'''

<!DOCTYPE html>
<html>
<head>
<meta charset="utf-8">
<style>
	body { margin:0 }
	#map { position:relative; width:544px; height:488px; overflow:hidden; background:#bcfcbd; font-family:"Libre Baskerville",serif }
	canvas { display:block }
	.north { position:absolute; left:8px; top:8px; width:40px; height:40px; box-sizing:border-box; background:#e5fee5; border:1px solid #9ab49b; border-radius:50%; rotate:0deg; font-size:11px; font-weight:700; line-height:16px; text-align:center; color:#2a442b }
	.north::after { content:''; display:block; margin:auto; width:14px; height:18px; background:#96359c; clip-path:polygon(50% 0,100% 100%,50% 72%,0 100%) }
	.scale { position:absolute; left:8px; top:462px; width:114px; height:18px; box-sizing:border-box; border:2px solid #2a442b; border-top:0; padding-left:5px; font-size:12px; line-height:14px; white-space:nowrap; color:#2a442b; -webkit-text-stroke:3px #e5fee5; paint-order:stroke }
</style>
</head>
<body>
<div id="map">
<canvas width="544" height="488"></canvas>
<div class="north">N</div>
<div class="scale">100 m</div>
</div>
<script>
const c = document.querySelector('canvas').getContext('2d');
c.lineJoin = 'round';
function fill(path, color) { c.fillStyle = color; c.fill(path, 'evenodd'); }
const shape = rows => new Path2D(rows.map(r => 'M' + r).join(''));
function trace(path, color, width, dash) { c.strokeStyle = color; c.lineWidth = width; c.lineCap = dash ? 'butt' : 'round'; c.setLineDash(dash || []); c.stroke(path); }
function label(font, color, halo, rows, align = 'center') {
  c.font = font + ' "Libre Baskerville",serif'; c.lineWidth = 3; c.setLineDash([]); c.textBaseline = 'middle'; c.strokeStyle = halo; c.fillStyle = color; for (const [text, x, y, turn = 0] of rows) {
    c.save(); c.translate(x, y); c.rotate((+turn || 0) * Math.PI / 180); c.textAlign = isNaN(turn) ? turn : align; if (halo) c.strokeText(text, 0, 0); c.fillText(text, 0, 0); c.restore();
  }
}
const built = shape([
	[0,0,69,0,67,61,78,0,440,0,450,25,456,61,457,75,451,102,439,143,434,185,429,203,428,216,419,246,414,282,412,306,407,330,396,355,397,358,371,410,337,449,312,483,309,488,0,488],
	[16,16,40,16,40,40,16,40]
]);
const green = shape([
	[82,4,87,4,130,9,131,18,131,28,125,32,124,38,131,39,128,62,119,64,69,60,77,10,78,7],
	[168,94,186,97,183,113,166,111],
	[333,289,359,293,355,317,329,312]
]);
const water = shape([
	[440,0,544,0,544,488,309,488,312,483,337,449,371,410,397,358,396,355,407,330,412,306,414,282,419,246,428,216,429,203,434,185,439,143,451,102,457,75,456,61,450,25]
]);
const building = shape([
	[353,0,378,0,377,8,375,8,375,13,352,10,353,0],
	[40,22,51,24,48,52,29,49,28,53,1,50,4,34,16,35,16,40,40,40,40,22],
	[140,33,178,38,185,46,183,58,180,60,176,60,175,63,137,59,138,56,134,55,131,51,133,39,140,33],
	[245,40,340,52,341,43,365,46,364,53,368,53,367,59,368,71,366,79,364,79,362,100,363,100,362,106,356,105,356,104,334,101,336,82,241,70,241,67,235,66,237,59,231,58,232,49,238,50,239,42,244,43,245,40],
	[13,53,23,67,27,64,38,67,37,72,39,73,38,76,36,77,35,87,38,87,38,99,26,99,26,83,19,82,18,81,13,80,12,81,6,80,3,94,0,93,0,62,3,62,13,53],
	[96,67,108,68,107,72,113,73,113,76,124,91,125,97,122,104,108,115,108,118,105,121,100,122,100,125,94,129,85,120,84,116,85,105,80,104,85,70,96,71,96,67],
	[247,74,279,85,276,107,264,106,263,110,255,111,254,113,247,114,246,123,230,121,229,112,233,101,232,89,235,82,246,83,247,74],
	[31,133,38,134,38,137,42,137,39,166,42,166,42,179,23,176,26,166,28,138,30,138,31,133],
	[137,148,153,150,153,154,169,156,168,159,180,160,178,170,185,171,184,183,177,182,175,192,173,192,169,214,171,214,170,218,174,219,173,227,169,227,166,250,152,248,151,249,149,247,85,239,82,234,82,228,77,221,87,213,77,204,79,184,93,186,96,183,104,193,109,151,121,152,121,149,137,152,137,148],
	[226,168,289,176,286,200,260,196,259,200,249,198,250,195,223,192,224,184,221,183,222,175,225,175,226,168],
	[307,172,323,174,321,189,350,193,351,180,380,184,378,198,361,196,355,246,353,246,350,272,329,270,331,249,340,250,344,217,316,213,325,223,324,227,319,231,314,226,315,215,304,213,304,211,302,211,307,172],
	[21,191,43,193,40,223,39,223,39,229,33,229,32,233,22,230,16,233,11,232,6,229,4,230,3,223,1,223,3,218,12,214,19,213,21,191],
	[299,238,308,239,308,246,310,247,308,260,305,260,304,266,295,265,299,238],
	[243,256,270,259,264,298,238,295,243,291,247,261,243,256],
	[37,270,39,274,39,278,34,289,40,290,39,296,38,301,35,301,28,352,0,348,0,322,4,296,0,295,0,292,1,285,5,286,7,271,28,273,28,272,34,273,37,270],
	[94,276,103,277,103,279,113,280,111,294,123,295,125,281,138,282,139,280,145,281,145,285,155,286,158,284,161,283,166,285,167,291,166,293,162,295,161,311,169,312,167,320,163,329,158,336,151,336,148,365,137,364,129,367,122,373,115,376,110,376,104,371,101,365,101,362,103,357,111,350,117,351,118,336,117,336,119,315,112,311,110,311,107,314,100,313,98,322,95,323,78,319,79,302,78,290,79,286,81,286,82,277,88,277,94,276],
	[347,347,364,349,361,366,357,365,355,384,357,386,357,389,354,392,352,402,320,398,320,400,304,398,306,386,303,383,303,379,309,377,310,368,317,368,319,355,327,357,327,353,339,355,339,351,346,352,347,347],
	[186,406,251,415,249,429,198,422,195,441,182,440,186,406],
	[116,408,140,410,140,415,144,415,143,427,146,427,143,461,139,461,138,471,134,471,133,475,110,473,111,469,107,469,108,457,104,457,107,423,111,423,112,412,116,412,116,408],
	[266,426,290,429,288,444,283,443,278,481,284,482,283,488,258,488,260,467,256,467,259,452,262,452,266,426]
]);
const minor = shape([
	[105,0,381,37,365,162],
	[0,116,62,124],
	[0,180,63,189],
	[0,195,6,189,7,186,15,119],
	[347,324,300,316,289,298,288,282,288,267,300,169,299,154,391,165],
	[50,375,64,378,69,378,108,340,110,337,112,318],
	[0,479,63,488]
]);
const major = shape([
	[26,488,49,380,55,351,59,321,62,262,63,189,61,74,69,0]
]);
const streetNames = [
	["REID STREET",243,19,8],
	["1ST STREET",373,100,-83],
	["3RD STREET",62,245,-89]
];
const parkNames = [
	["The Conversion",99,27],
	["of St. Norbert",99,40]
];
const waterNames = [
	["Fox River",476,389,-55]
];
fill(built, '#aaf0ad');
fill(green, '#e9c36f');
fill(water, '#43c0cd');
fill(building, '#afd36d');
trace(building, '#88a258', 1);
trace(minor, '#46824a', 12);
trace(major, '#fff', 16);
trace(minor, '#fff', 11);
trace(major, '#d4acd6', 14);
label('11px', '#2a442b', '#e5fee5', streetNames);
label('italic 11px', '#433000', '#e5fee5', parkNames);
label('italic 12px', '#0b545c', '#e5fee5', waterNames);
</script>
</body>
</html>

'''

> _Prompt_
The answer must consist solely of the lines from the first line of the data to the line holding "const c = document.querySelector('canvas').getContext('2d');", each given again exactly.

> _Task result_
<!DOCTYPE html>
<html>
<head>
<meta charset="utf-8">
<style>
	body { margin:0 }
	#map { position:relative; width:544px; height:488px; overflow:hidden; background:#bcfcbd; font-family:"Libre Baskerville",serif }
	canvas { display:block }
	.north { position:absolute; left:8px; top:8px; width:40px; height:40px; box-sizing:border-box; background:#e5fee5; border:1px solid #9ab49b; border-radius:50%; rotate:0deg; font-size:11px; font-weight:700; line-height:16px; text-align:center; color:#2a442b }
	.north::after { content:''; display:block; margin:auto; width:14px; height:18px; background:#96359c; clip-path:polygon(50% 0,100% 100%,50% 72%,0 100%) }
	.scale { position:absolute; left:8px; top:462px; width:114px; height:18px; box-sizing:border-box; border:2px solid #2a442b; border-top:0; padding-left:5px; font-size:12px; line-height:14px; white-space:nowrap; color:#2a442b; -webkit-text-stroke:3px #e5fee5; paint-order:stroke }
</style>
</head>
<body>
<div id="map">
<canvas width="544" height="488"></canvas>
<div class="north">N</div>
<div class="scale">100 m</div>
</div>
<script>
const c = document.querySelector('canvas').getContext('2d');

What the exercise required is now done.